Data to examine below:

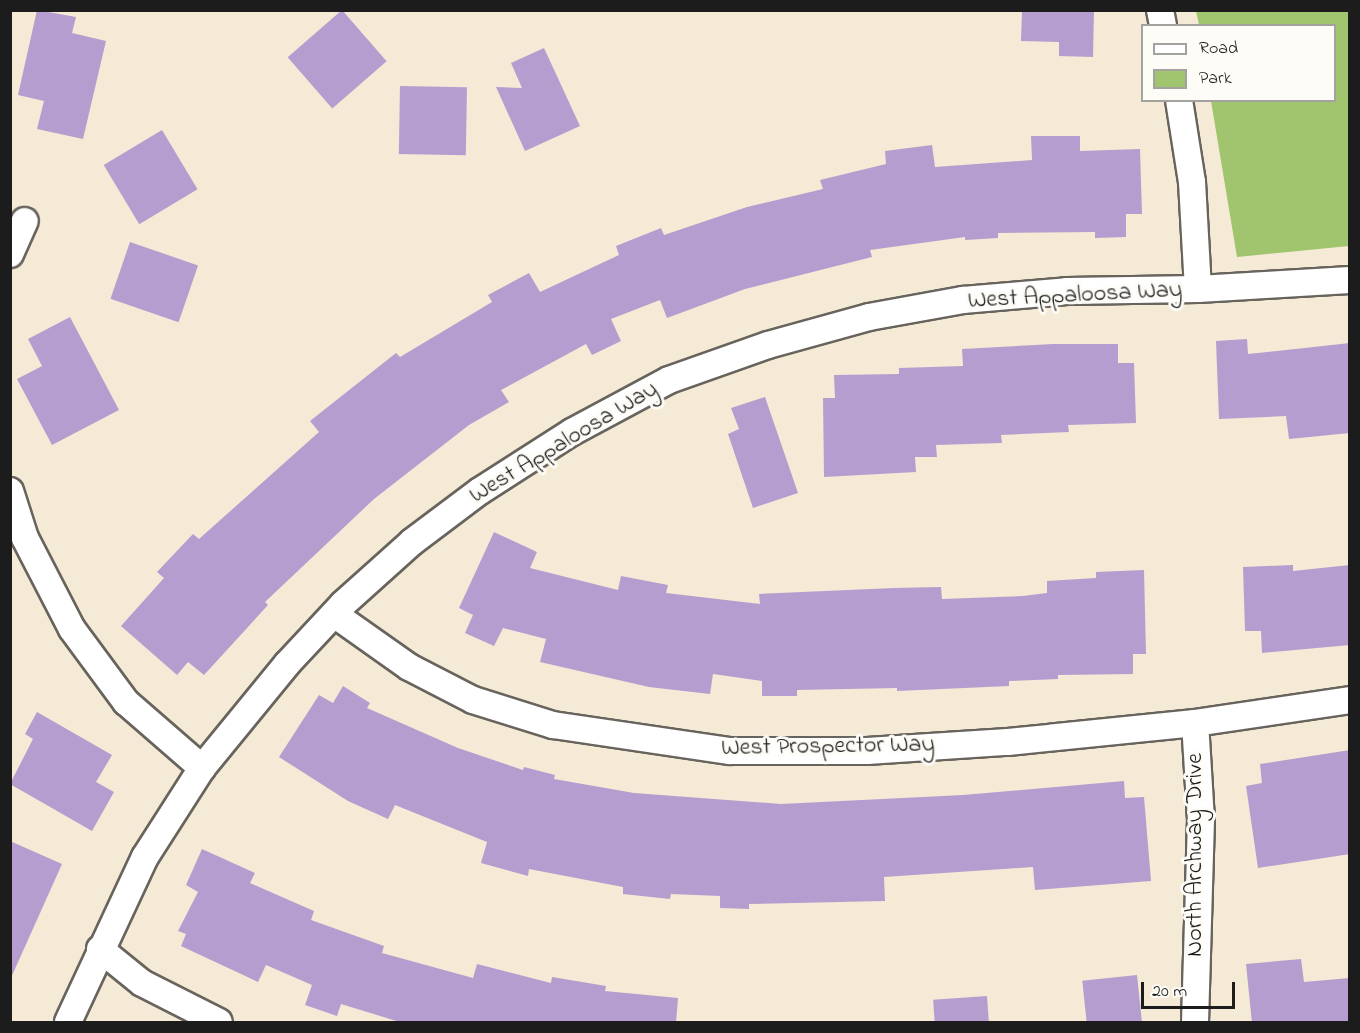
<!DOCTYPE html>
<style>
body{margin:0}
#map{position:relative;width:1360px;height:1033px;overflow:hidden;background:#f4ead5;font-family:"Indie Flower",sans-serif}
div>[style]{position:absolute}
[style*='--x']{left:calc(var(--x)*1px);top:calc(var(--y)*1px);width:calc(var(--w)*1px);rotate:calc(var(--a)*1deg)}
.green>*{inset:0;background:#a1c56e}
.building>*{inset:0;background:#b69dcf;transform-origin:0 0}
.roads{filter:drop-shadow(2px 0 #68645d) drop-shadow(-2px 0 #68645d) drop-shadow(0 2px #68645d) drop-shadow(0 -2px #68645d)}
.minor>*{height:26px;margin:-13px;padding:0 13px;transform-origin:13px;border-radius:13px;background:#fff}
span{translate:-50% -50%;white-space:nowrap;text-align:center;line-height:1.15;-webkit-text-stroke:6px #fdfcf7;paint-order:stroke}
.street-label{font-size:24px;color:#1c1c1c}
.frame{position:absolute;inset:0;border:12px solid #1c1c1c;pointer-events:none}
.legend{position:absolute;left:1141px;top:24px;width:195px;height:78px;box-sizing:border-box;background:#fdfcf7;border:2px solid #a3a29f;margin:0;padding:8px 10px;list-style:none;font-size:18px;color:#1c1c1c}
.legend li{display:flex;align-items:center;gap:12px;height:30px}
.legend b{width:30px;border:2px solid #a3a29f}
.scale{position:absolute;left:1141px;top:982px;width:94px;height:27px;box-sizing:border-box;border:3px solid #1c1c1c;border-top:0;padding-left:8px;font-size:18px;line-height:21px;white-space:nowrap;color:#1c1c1c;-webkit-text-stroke:4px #fdfcf7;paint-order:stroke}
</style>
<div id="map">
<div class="green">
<div style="clip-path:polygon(1196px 11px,1349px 11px,1349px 246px,1237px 257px,1211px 101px,1334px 100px,1334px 26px,1199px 25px)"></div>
</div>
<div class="building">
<div style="clip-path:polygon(37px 10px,76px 17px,72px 33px,106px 41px,83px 139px,37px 129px,44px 101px,18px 95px)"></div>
<div style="left:342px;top:10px;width:68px;height:72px;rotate:49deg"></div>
<div style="clip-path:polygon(1022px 10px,1094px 10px,1093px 57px,1059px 56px,1059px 42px,1021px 41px)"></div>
<div style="clip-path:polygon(544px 48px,580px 126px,525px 151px,496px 87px,522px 88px,511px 63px)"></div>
<div style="left:400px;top:86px;width:67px;height:68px;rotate:1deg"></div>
<div style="left:162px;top:130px;width:69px;height:68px;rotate:59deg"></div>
<div style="clip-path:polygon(1031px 136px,1080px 136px,1080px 151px,1140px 149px,1142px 214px,1126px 214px,1126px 237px,1095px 238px,1095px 232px,998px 233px,998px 238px,965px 240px,965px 237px,870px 250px,872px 257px,745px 289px,667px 318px,660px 300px,611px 319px,621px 341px,592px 355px,586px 344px,501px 390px,509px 402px,469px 425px,374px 499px,265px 602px,268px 605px,204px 675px,188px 662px,177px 675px,121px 626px,164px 578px,157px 572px,193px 534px,199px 539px,319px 432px,310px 421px,396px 353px,400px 357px,492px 302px,488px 295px,529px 273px,540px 292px,619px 255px,616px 246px,661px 228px,664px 235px,747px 207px,823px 189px,820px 180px,886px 164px,885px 151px,932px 145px,935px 167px,1032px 160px)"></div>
<div style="left:130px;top:242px;width:72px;height:60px;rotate:19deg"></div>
<div style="clip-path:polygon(70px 317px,119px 410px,52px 445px,17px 379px,42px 366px,28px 339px)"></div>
<div style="clip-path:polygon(1247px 339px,1248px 354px,1350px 343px,1350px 433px,1289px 439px,1286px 416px,1219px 419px,1216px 341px)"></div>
<div style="clip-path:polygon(1053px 344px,1118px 344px,1118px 363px,1134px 363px,1136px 423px,1068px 425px,1069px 432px,1001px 435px,1002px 443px,936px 445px,937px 457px,915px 457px,916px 472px,824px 477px,823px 398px,835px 398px,834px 375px,899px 374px,899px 368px,963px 366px,962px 349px)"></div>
<div style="clip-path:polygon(765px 397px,798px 493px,753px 508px,728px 434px,739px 429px,731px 408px)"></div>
<div style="clip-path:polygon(494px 532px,537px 552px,530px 568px,618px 590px,621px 576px,668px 585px,666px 593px,760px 604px,759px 594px,894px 588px,941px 587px,942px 599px,1023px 596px,1047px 593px,1047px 581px,1096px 578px,1096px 572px,1144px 570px,1146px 654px,1133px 654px,1133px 674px,1058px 675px,1058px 679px,1009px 681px,1009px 686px,897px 691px,897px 688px,797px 690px,797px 696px,762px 696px,762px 681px,713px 674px,710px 694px,649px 687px,540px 662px,546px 639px,503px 628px,494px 646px,465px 633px,473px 615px,459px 608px)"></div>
<div style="clip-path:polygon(1293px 565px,1293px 571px,1350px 565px,1350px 645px,1262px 653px,1261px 631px,1245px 631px,1243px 567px)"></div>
<div style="clip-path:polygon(343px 686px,370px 703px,367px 708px,458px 748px,523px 770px,524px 767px,555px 775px,554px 779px,634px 793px,781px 804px,963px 795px,1124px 781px,1125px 798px,1144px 797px,1151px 881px,1035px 890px,1033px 867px,884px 877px,885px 901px,749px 904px,749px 909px,720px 908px,720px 896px,671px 894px,670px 899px,623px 894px,623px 887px,529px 869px,528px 876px,481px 863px,487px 842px,395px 805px,388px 819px,348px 801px,279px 757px,319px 695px,333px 703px)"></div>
<div style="clip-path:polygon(37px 712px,112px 755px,96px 782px,114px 792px,92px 831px,10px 784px,33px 739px,25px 734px)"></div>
<div style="clip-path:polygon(1350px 750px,1350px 854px,1258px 868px,1246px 786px,1262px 783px,1260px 764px)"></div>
<div style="clip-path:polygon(10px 841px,62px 864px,10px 980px)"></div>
<div style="clip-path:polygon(202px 849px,255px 873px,250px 883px,314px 911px,311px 920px,384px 946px,382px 953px,473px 978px,477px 964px,551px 983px,552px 977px,606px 986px,605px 991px,678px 998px,676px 1023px,403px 1023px,341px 1004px,337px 1016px,305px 1005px,312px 985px,266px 965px,258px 982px,181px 946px,186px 934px,178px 931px,198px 892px,186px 885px)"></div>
<div style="clip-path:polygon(1301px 959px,1304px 982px,1350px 978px,1350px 1023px,1252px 1023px,1246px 964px)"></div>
<div style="left:1137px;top:975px;width:48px;height:55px;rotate:84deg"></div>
<div style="left:987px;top:996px;width:27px;height:54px;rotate:86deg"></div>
</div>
<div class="roads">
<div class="minor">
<div style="--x:1160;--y:10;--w:16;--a:79"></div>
<div style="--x:1179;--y:100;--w:83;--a:81"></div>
<div style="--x:1192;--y:182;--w:107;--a:86.8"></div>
<div style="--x:10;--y:254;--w:36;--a:-66"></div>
<div style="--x:10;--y:491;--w:49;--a:72.3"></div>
<div style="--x:25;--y:538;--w:102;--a:62.7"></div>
<div style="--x:72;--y:629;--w:91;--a:53.5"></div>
<div style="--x:126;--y:702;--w:101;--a:41"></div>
<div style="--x:334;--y:614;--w:92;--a:35.2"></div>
<div style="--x:409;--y:667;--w:72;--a:27.3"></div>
<div style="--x:473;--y:700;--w:84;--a:17.4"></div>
<div style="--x:553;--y:725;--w:179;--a:8.4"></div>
<div style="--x:730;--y:751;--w:137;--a:0"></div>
<div style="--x:867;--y:751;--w:141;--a:-3.7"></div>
<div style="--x:1008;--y:742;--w:188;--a:-5.8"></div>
<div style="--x:1195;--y:723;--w:157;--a:-8.4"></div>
<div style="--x:100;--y:949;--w:54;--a:39"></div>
<div style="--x:142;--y:983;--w:86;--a:26.9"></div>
<div style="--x:68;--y:1022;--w:182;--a:-65"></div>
<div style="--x:145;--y:857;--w:106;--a:-57.4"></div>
<div style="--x:202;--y:768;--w:134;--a:-50.7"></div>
<div style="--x:287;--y:664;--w:82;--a:-47"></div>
<div style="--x:343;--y:604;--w:93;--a:-41.9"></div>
<div style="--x:412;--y:542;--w:85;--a:-36.9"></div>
<div style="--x:480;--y:491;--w:109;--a:-32.7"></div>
<div style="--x:572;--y:432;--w:110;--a:-28.2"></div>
<div style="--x:669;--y:380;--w:105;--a:-19.5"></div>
<div style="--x:768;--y:345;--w:105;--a:-15.5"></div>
<div style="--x:869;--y:317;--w:96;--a:-10.3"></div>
<div style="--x:963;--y:300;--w:104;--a:-4.9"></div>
<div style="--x:1067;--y:291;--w:131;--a:-0.9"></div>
<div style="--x:1198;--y:289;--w:152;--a:-3.4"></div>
<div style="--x:1195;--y:1022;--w:202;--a:-88.3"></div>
<div style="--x:1201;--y:820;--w:97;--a:-93.5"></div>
</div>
</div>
<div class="street-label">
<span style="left:1075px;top:296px;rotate:-3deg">West Appaloosa Way</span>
<span style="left:564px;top:443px;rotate:-31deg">West Appaloosa Way</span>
<span style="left:828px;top:747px;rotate:-1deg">West Prospector Way</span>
<span style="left:1196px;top:855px;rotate:-90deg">North Archway Drive</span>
</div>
<div class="frame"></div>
<ul class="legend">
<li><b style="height:8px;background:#fff"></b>Road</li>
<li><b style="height:16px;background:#a1c56e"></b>Park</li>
</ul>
<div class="scale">20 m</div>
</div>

End of Data to examine.

### Task prompt
Write out nothing but the lines from the start of the data through the line with "0 #68645d) drop-shadow(-2px". Leave out the pictures.

### Reply to the exercise
<!DOCTYPE html>
<style>
body{margin:0}
#map{position:relative;width:1360px;height:1033px;overflow:hidden;background:#f4ead5;font-family:"Indie Flower",sans-serif}
div>[style]{position:absolute}
[style*='--x']{left:calc(var(--x)*1px);top:calc(var(--y)*1px);width:calc(var(--w)*1px);rotate:calc(var(--a)*1deg)}
.green>*{inset:0;background:#a1c56e}
.building>*{inset:0;background:#b69dcf;transform-origin:0 0}
.roads{filter:drop-shadow(2px 0 #68645d) drop-shadow(-2px 0 #68645d) drop-shadow(0 2px #68645d) drop-shadow(0 -2px #68645d)}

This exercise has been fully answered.